Director and screenwriter Roger Kumble’s Beautiful Disaster is based on the best-selling book by Jamie McGuire and offers a contemporary and surprising spin on an age-old question: Can men and women be friends without letting love get in the way?
When adapting Jamie McGuire’s novel, writer/director Roger Kumble had a clear vision – but, for him, that includes allowing space for the actors and creative team to contribute their own ideas.
“I’m a writer first and foremost and I also do theater, so I approach (filmmaking) in a workshop situation,” he says. “The rehearsal process is not necessarily blocking, it’s listening to the words and making the actors feel like they own it, so it’s constantly changing.”
Before the cast and crew flew to Bulgaria to shoot the film, Kumble and the actors got to know each other in Los Angeles. “You just want to build that trust, and that friendship just makes it a lot easier to make the movie,” he says.
As soon as Dylan Sprouse read Kumble’s screenplay, he knew he wanted to play Travis. “Roger’s good at writing scenes that are poppy and quick and fun, and they fly off the page,” Sprouse says. “That’s what initially drew me to this script.

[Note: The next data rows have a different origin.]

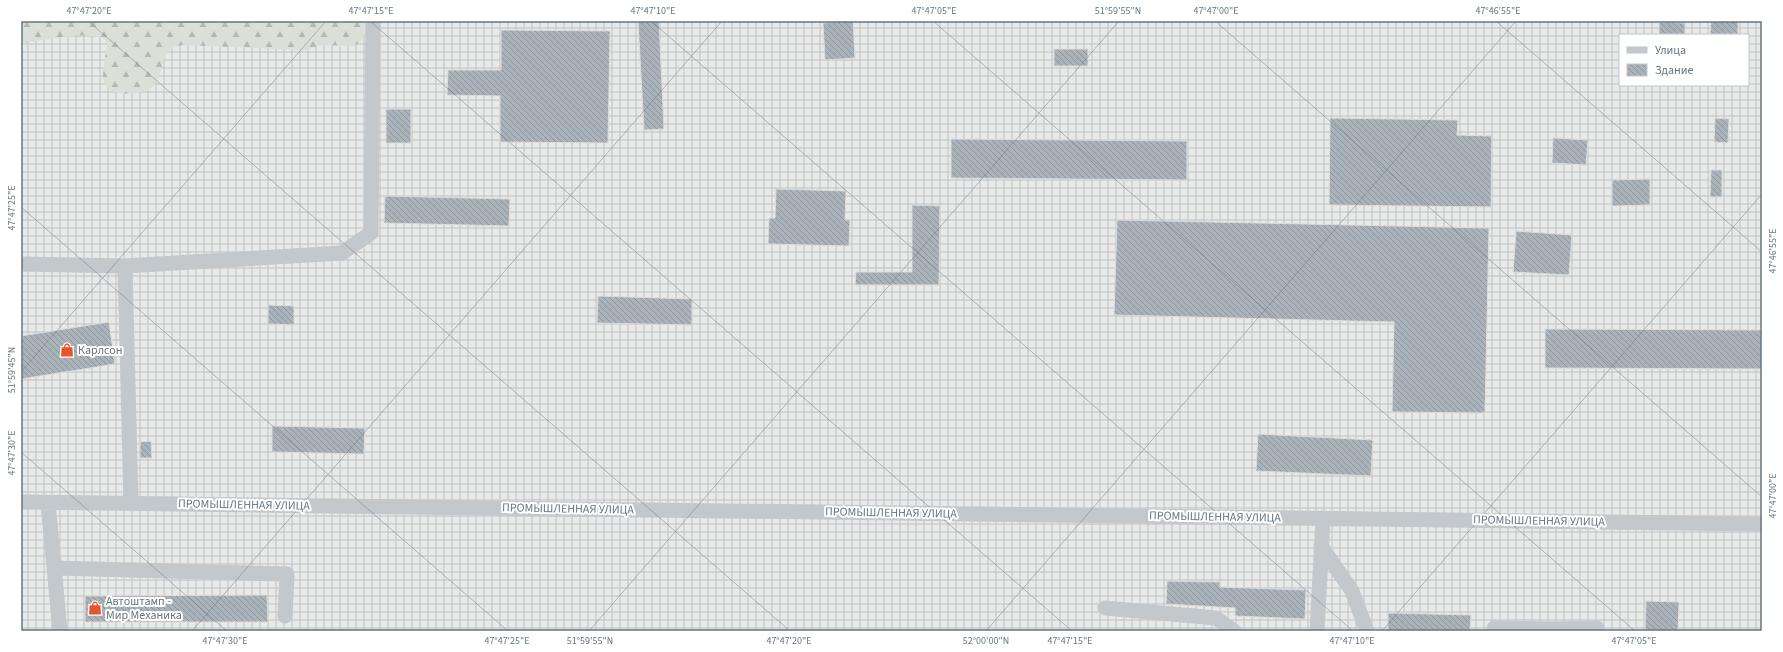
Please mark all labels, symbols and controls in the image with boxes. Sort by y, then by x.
text: 47°47'20"E [66,4,112,18]
text: 47°47'15"E [348,4,394,18]
text: 47°47'10"E [630,4,676,18]
text: 47°47'05"E [911,4,957,18]
text: 51°59'55"N [1095,4,1141,18]
text: 47°47'00"E [1193,4,1239,18]
text: 47°46'55"E [1475,4,1521,18]
legend [1619,34,1749,86]
text: Улица [1655,42,1686,59]
text: Здание [1655,62,1694,79]
text: 47°47'25"E [5,185,19,231]
text: 47°46'55"E [1766,228,1780,274]
shop icon: Карлсон [59,342,75,358]
place label: Карлсон [78,342,123,359]
text: 51°59'45"N [5,347,19,393]
text: 47°47'30"E [5,430,19,476]
text: 47°47'00"E [1766,473,1780,519]
street label: ПРОМЫШЛЕННАЯ УЛИЦА [178,495,311,515]
street label: ПРОМЫШЛЕННАЯ УЛИЦА [502,499,635,519]
street label: ПРОМЫШЛЕННАЯ УЛИЦА [825,503,958,523]
street label: ПРОМЫШЛЕННАЯ УЛИЦА [1149,507,1282,527]
street label: ПРОМЫШЛЕННАЯ УЛИЦА [1473,511,1606,531]
place label: Автоштамп - Мир Механика [106,593,182,624]
shop icon: Автоштамп - Мир Механика [87,600,103,616]
text: 47°47'30"E [202,634,248,648]
text: 47°47'25"E [484,634,530,648]
text: 51°59'55"N [567,634,613,648]
text: 47°47'20"E [766,634,812,648]
text: 52°00'00"N [963,634,1009,648]
text: 47°47'15"E [1047,634,1093,648]
text: 47°47'10"E [1329,634,1375,648]
text: 47°47'05"E [1611,634,1657,648]

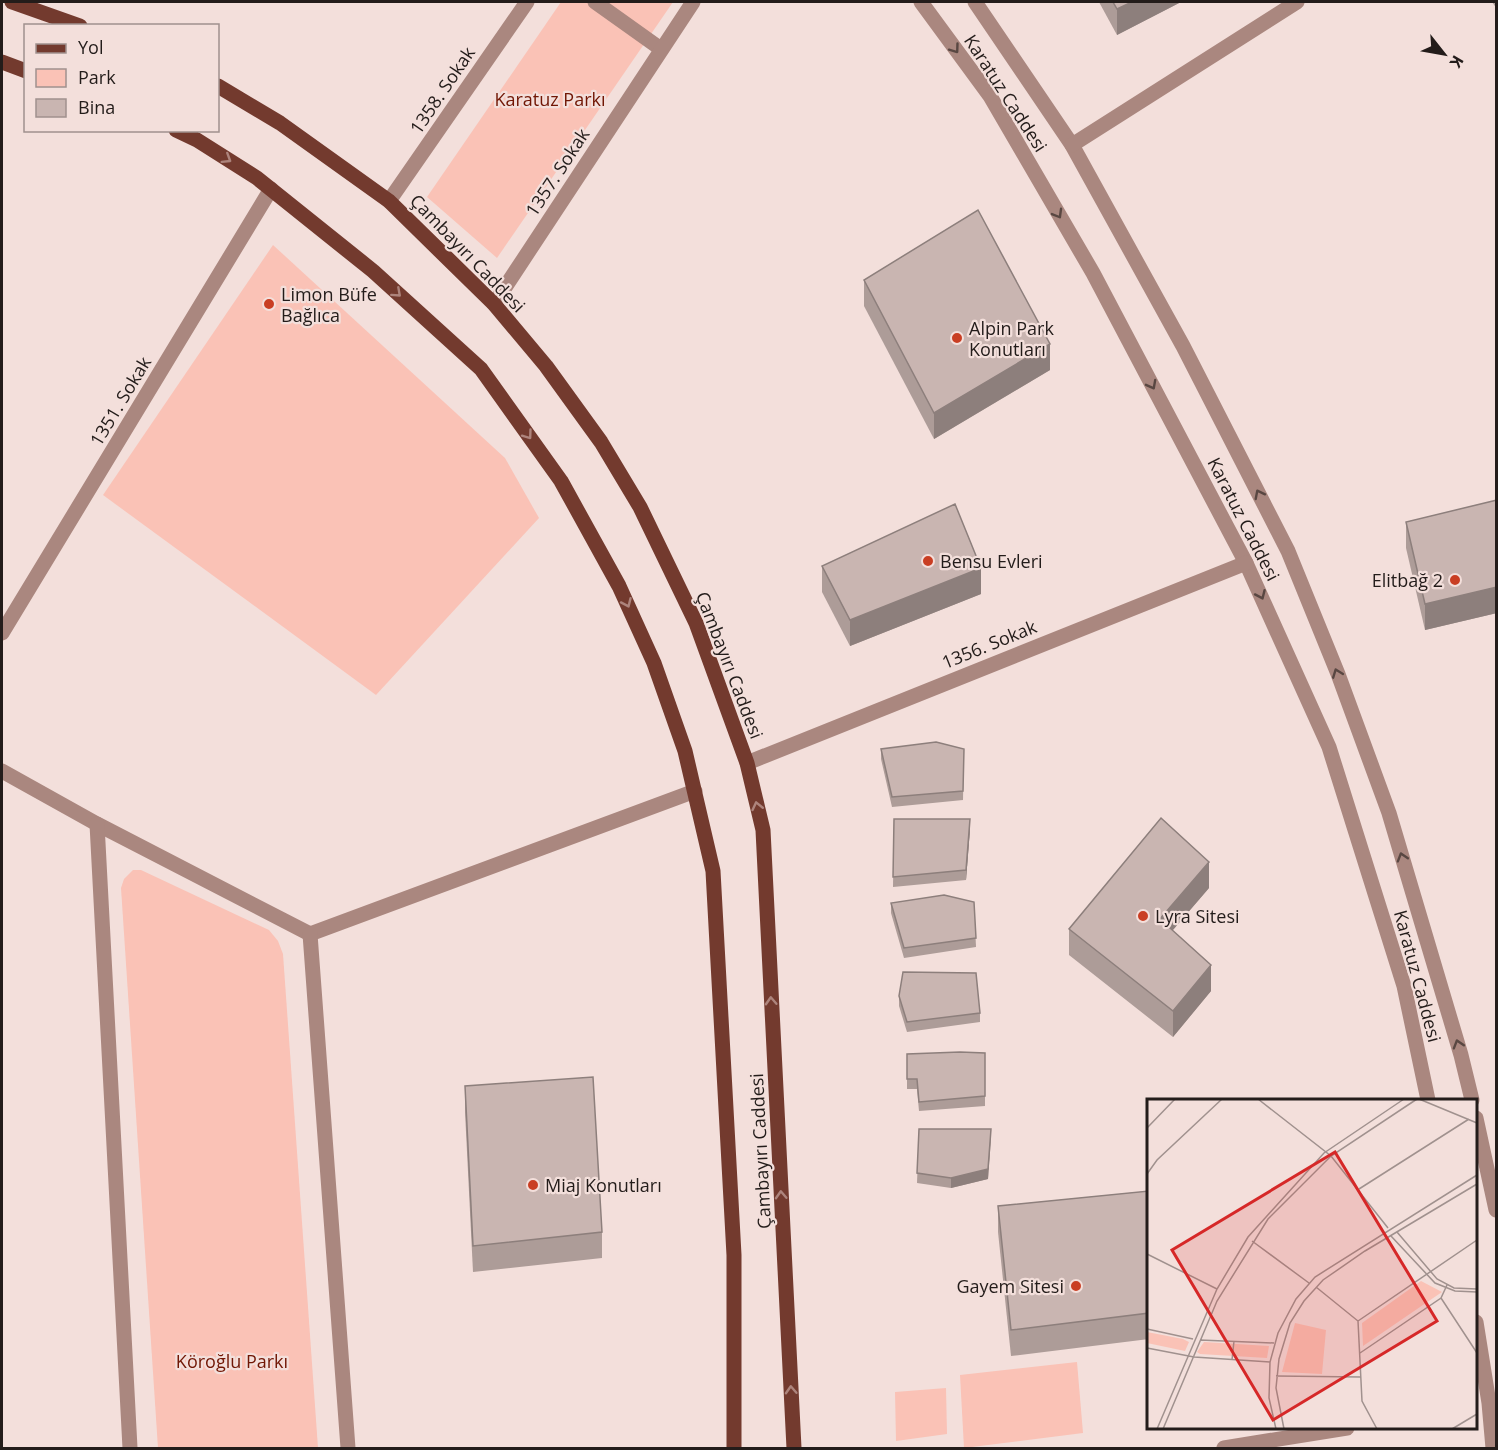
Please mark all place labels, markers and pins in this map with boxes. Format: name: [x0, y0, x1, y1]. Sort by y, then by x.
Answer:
place label: Limon Büfe Bağlıca: [281, 282, 377, 327]
marker: Limon Büfe Bağlıca: [262, 297, 276, 311]
place label: Alpin Park Konutları: [969, 316, 1054, 361]
marker: Alpin Park Konutları: [950, 331, 964, 345]
place label: Bensu Evleri: [940, 549, 1043, 573]
marker: Bensu Evleri: [921, 554, 935, 568]
place label: Elitbağ 2: [1372, 568, 1443, 592]
marker: Elitbağ 2: [1448, 573, 1462, 587]
place label: Lyra Sitesi: [1155, 904, 1240, 928]
marker: Lyra Sitesi: [1136, 909, 1150, 923]
place label: Miaj Konutları: [545, 1173, 662, 1197]
marker: Miaj Konutları: [526, 1178, 540, 1192]
place label: Gayem Sitesi: [956, 1274, 1064, 1298]
marker: Gayem Sitesi: [1069, 1279, 1083, 1293]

Adds Virginia Gardner, who plays Abby: “It was a hilarious script, and it was two really well-fleshed-out characters. Roger and I immediately clicked and had an awesome workshop of the character in our first meeting. The next thing I knew, I was in Bulgaria filming!”
Abby Abernathy, a college freshman, is eager to focus on her studies and start a new social life. But her plans are quickly derailed when she meets Travis “Mad Dog” Maddox, a bad-boy brawler and campus playboy. Travis is exactly what Abby needs – and wants – to avoid. Intrigued by Abby’s resistance to his charm, Travis offers her a simple bet that makes them roommates for a month. Little do they know that they may have met their match. The more Abby gets to know Travis, she realizes he lives by a code of honor and isn’t quite the bad boy he appears to be. The more Travis gets to know Abby, he realizes she’s even smarter and more complicated than he thought. The pair struggles to resist their attraction to each other – and ultimately, their friendship heads toward something that will expose Abby’s past and force them to reconcile their true feelings.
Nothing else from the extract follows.